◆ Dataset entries
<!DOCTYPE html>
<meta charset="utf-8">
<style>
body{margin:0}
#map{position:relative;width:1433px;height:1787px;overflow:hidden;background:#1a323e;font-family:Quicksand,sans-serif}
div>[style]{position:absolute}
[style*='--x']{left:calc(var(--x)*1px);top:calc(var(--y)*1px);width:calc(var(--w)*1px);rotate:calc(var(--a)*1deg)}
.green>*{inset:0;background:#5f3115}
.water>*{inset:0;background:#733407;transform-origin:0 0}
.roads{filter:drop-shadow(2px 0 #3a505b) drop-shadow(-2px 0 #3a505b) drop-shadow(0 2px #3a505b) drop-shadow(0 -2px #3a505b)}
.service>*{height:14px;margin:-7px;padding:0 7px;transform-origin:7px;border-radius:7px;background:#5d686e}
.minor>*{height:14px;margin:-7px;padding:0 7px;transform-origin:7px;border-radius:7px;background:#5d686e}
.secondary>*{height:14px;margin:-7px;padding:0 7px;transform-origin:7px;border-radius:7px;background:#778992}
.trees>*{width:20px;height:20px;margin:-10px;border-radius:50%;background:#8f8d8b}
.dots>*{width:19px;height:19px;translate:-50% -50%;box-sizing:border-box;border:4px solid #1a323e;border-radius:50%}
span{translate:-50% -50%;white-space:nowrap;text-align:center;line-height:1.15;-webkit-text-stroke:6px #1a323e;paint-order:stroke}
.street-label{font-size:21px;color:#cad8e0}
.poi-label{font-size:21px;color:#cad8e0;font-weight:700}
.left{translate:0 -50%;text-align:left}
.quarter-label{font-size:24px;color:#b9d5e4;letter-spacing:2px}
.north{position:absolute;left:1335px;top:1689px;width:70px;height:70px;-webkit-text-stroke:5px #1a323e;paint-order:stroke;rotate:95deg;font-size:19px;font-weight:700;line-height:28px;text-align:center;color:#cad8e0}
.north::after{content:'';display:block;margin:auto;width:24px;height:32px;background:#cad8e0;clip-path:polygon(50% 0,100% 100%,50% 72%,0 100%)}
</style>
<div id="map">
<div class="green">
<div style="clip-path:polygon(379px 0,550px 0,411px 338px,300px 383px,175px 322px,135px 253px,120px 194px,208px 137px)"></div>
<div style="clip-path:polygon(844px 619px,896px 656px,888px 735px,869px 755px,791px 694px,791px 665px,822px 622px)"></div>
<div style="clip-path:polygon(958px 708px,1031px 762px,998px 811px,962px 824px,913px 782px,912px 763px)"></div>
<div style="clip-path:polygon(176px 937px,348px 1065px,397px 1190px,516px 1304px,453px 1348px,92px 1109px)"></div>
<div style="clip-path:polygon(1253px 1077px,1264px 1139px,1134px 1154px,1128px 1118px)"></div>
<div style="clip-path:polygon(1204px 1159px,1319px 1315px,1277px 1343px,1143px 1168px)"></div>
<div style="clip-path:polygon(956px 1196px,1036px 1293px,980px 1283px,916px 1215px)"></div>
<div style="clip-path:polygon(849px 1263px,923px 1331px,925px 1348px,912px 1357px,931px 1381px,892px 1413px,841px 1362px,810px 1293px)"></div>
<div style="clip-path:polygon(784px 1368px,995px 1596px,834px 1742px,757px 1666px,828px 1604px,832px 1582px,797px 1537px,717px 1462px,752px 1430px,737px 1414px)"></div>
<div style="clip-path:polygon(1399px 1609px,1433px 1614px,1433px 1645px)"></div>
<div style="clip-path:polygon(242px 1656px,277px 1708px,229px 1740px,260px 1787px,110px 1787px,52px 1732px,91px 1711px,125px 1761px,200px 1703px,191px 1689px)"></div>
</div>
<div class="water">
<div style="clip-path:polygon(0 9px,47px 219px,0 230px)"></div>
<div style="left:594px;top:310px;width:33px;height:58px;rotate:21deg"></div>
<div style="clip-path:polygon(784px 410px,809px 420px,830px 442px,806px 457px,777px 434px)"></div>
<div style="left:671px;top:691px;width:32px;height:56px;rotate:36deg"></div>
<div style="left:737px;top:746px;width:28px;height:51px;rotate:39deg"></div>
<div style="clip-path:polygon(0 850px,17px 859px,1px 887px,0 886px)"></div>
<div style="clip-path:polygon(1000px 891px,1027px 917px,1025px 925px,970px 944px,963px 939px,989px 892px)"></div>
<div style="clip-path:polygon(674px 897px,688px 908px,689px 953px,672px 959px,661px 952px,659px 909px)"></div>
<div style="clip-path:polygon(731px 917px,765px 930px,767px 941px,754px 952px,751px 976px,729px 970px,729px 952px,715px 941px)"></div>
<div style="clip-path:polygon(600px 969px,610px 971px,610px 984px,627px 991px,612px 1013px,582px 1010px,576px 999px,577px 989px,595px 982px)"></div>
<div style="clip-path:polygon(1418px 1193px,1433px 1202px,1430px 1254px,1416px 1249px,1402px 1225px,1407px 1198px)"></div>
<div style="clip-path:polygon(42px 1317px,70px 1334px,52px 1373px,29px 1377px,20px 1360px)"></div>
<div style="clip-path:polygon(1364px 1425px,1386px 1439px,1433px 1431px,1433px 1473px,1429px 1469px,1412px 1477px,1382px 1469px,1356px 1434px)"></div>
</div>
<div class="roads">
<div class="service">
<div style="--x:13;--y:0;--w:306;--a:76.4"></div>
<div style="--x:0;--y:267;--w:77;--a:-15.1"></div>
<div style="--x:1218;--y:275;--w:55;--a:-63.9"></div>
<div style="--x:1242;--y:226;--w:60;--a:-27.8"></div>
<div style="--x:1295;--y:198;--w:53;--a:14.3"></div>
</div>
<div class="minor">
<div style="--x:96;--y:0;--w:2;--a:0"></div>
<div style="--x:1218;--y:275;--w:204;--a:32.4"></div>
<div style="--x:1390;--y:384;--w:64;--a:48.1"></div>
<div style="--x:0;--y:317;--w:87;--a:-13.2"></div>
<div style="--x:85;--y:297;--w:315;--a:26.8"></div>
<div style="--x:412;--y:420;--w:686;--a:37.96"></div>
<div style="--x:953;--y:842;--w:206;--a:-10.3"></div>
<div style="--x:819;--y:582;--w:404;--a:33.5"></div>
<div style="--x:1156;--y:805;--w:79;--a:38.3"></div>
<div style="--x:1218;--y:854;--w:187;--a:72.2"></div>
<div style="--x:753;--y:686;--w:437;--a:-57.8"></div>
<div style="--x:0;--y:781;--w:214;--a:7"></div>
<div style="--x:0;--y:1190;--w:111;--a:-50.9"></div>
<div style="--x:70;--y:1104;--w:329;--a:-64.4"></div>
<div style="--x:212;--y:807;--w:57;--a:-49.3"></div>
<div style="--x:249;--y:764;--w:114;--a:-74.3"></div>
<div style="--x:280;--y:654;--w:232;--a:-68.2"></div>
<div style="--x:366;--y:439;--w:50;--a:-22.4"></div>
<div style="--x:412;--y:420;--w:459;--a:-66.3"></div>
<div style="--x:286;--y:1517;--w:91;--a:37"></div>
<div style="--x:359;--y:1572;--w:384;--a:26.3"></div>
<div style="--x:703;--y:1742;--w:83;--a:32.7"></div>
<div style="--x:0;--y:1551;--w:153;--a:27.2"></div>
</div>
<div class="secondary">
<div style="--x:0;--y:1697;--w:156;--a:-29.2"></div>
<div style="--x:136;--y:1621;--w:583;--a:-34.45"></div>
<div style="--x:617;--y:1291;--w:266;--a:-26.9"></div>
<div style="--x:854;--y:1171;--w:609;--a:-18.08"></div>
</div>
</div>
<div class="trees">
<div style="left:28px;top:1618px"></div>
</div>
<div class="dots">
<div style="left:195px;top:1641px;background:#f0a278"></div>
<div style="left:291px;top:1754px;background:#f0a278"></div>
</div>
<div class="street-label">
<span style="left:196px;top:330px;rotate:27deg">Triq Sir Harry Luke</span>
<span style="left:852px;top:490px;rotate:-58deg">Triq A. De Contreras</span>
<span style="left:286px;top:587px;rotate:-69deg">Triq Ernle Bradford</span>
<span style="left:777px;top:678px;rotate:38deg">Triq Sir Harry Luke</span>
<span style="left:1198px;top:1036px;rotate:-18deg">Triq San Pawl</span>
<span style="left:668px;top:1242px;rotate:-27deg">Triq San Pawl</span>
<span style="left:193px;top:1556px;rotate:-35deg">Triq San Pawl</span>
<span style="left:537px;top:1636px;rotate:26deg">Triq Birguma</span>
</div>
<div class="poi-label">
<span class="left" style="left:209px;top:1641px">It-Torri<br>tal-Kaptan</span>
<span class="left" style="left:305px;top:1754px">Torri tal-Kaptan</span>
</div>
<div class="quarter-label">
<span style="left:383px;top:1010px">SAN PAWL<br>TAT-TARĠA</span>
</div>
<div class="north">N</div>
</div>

◆ What to work on
Please go over the data above and copy each line with "roads" in it.

◆ Task result
.roads{filter:drop-shadow(2px 0 #3a505b) drop-shadow(-2px 0 #3a505b) drop-shadow(0 2px #3a505b) drop-shadow(0 -2px #3a505b)}
<div class="roads">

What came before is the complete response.